Source material:

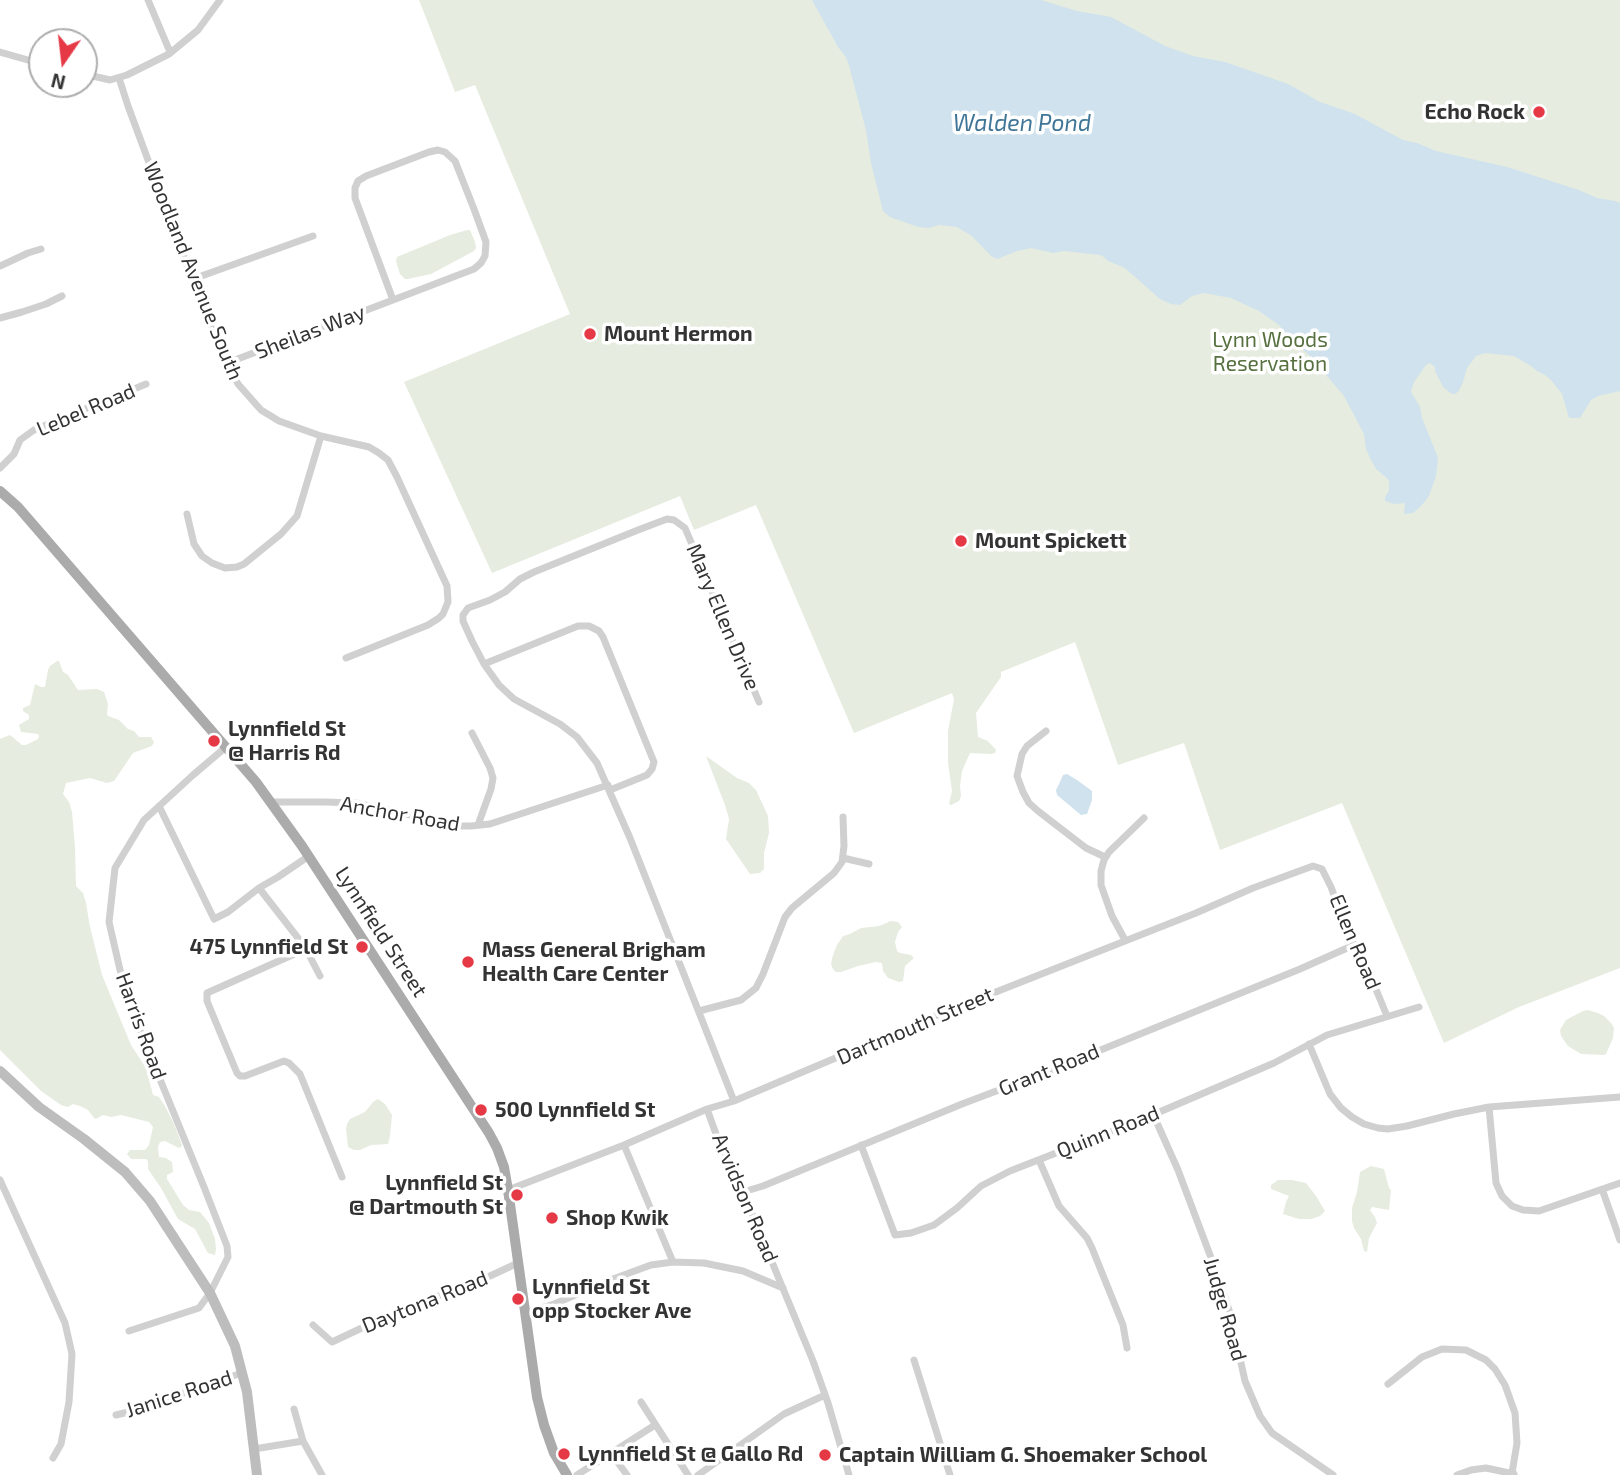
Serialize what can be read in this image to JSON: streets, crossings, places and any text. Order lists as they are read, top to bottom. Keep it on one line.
{"streets":{"main road":["Lynnfield Street"],"street":["Woodland Avenue South","Sheilas Way","Lebel Road","Mary Ellen Drive","Anchor Road","Ellen Road","Harris Road","Dartmouth Street","Grant Road","Quinn Road","Arvidson Road","Daytona Road","Judge Road","Janice Road"]},"crossings":[["Woodland Avenue South","Sheilas Way"],["Mary Ellen Drive","Anchor Road"],["Anchor Road","Lynnfield Street"],["Lynnfield Street","Harris Road"],["Lynnfield Street","Dartmouth Street"],["Lynnfield Street","Daytona Road"],["Ellen Road","Dartmouth Street"],["Ellen Road","Grant Road"],["Ellen Road","Quinn Road"],["Dartmouth Street","Arvidson Road"],["Grant Road","Quinn Road"],["Grant Road","Arvidson Road"],["Quinn Road","Judge Road"]],"water":["Walden Pond"],"parks":["Lynn Woods Reservation"],"places":["Echo Rock","Mount Hermon","Mount Spickett","Lynnfield St @ Harris Rd","475 Lynnfield St","Mass General Brigham Health Care Center","500 Lynnfield St","Lynnfield St @ Dartmouth St","Shop Kwik","Lynnfield St opp Stocker Ave","Lynnfield St @ Gallo Rd","Captain William G. Shoemaker School"],"north":"bottom"}
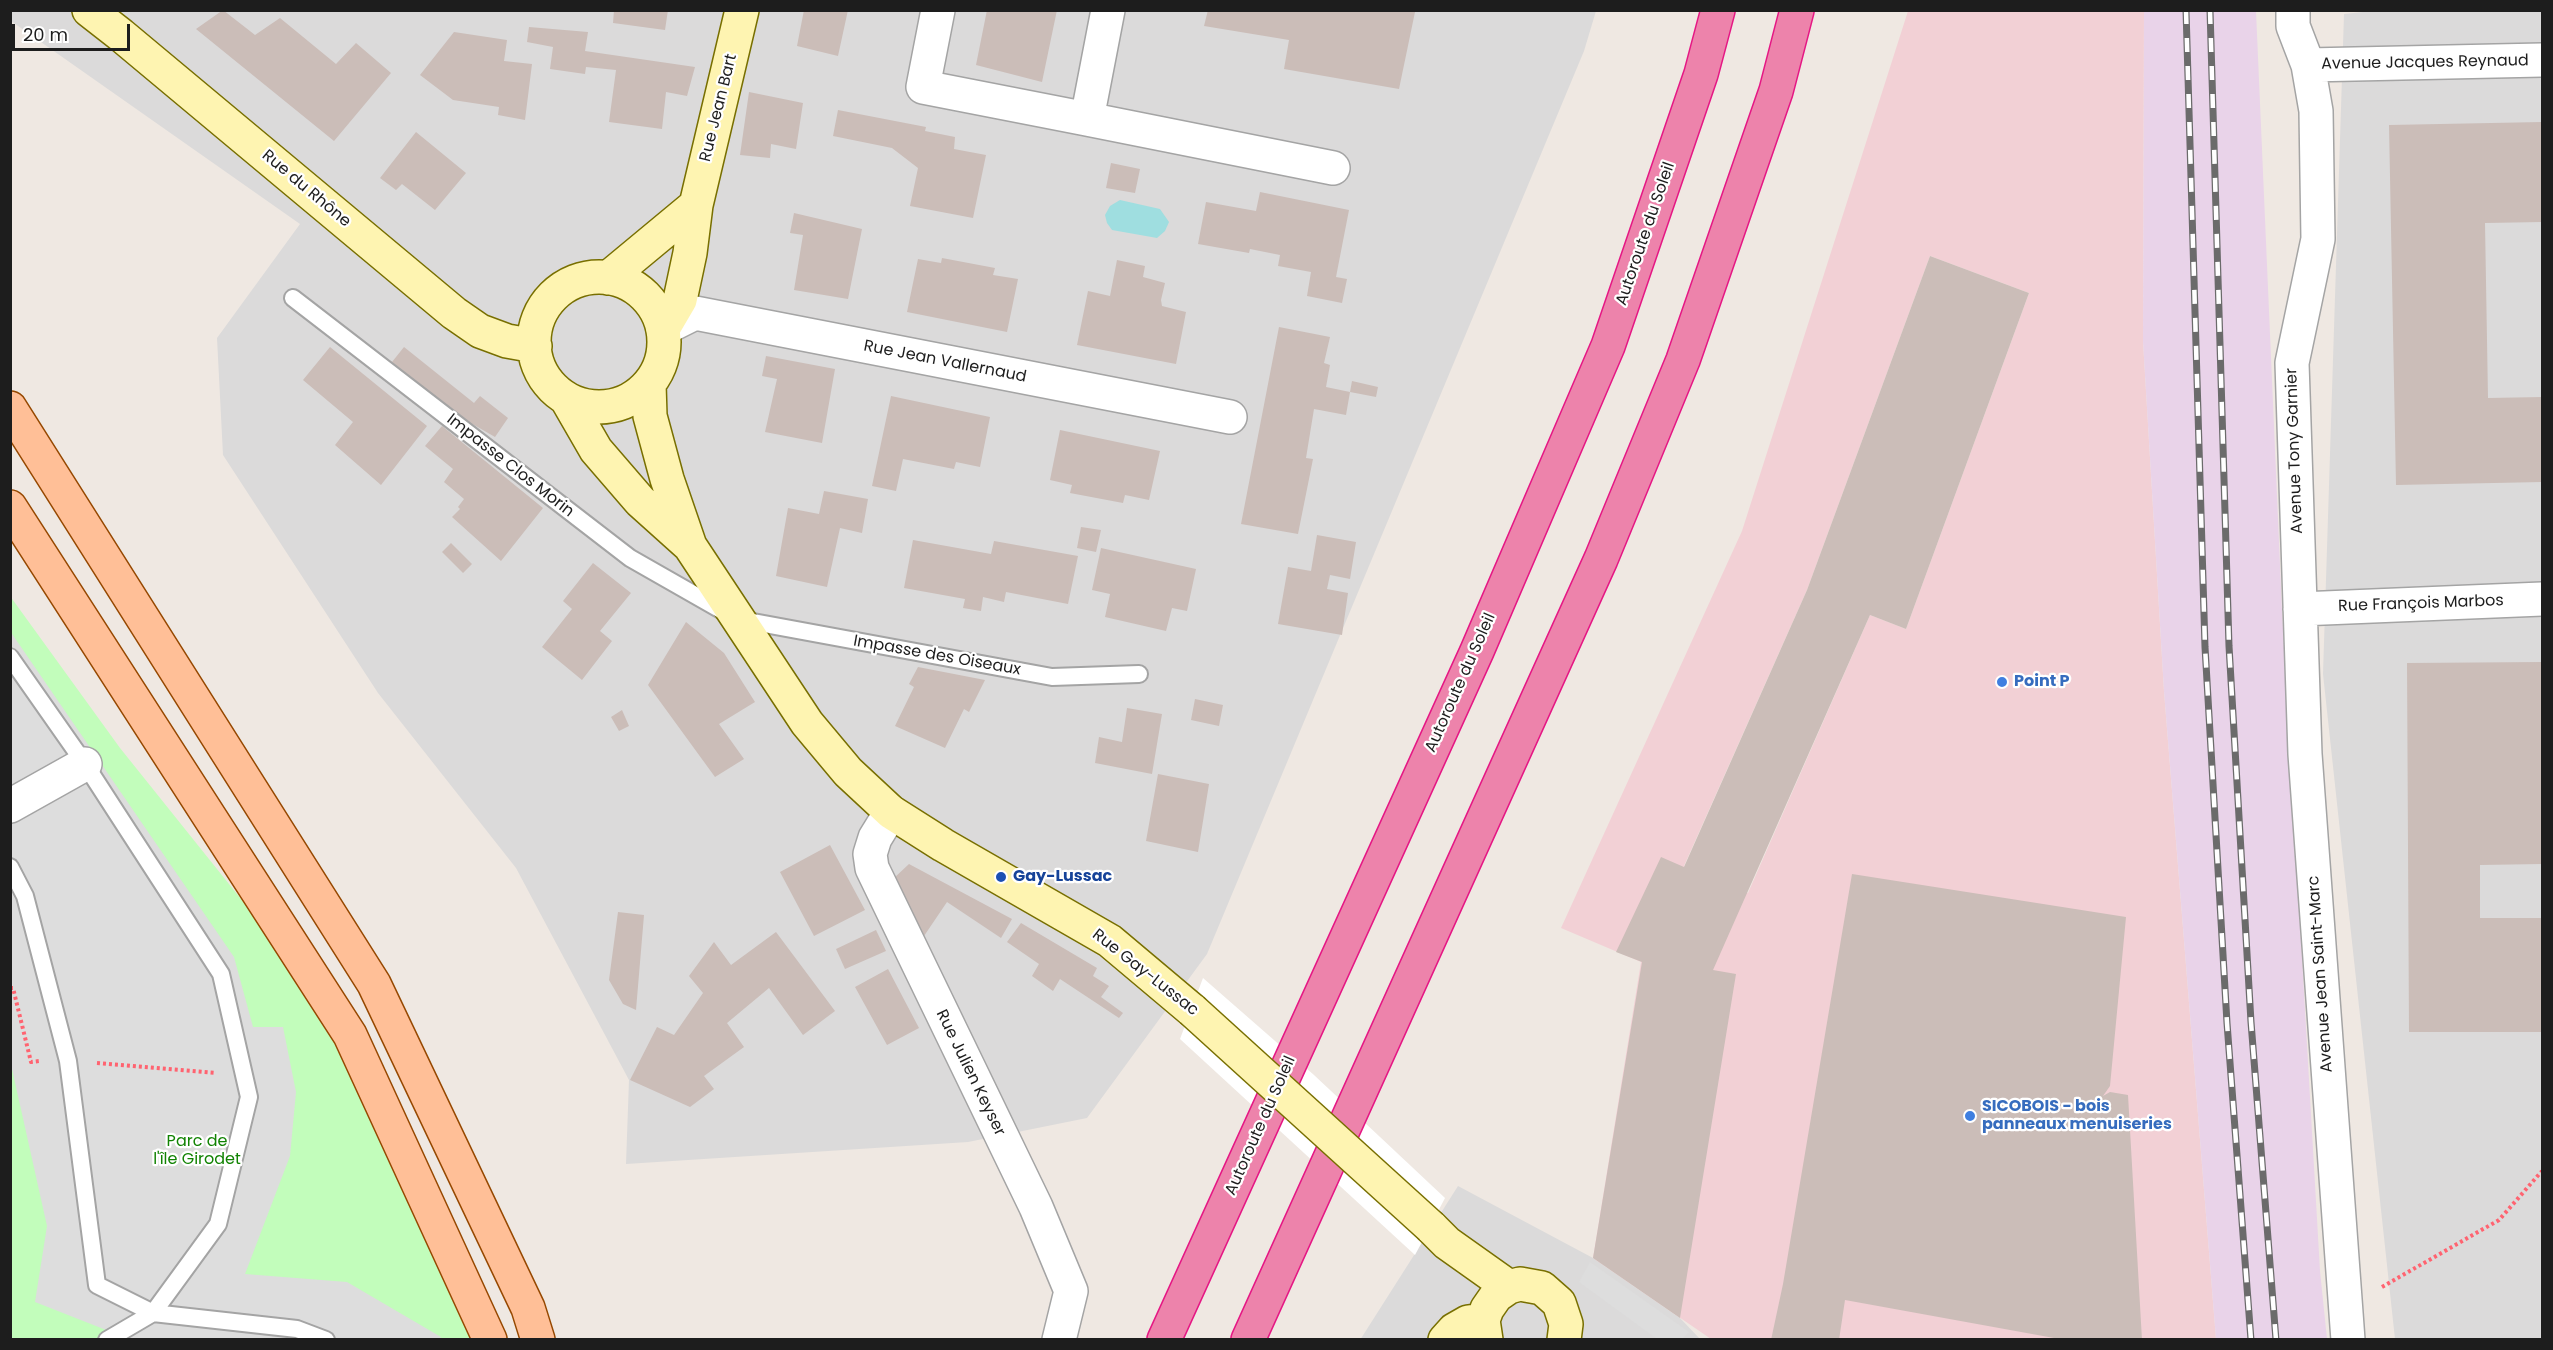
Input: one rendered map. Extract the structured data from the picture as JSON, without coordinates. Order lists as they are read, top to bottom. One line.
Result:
{"streets":{"highway":["Autoroute du Soleil"],"street":["Avenue Jacques Reynaud","Rue Jean Bart","Rue du Rhône","Rue Jean Vallernaud","Avenue Tony Garnier","Rue François Marbos","Rue Gay-Lussac","Avenue Jean Saint-Marc","Rue Julien Keyser"],"lane":["Impasse Clos Morin","Impasse des Oiseaux"]},"crossings":[["Avenue Jacques Reynaud","Avenue Tony Garnier"],["Rue Jean Bart","Rue du Rhône"],["Rue Jean Bart","Rue Jean Vallernaud"],["Rue du Rhône","Rue Jean Vallernaud"],["Avenue Tony Garnier","Rue François Marbos"],["Avenue Tony Garnier","Avenue Jean Saint-Marc"],["Impasse Clos Morin","Impasse des Oiseaux"],["Impasse Clos Morin","Rue Gay-Lussac"],["Rue François Marbos","Avenue Jean Saint-Marc"],["Impasse des Oiseaux","Rue Gay-Lussac"],["Rue Gay-Lussac","Rue Julien Keyser"]],"parks":["Parc de l'île Girodet"],"places":["Point P","Gay-Lussac","SICOBOIS - bois panneaux menuiseries"],"scale_bar":"20 m"}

Task to carry out:
Search the listing for the word "they", and copy every line in which it is found.

Response below:
Serialize what can be read in this image to JSON: streets, crossings, places and any text. Order lists as they are read, top to bottom. Keep it on one line.
Input: one rendered map. Extract the structured data from the picture as JSON, without coordinates. Order lists as they are read, top to bottom. One line.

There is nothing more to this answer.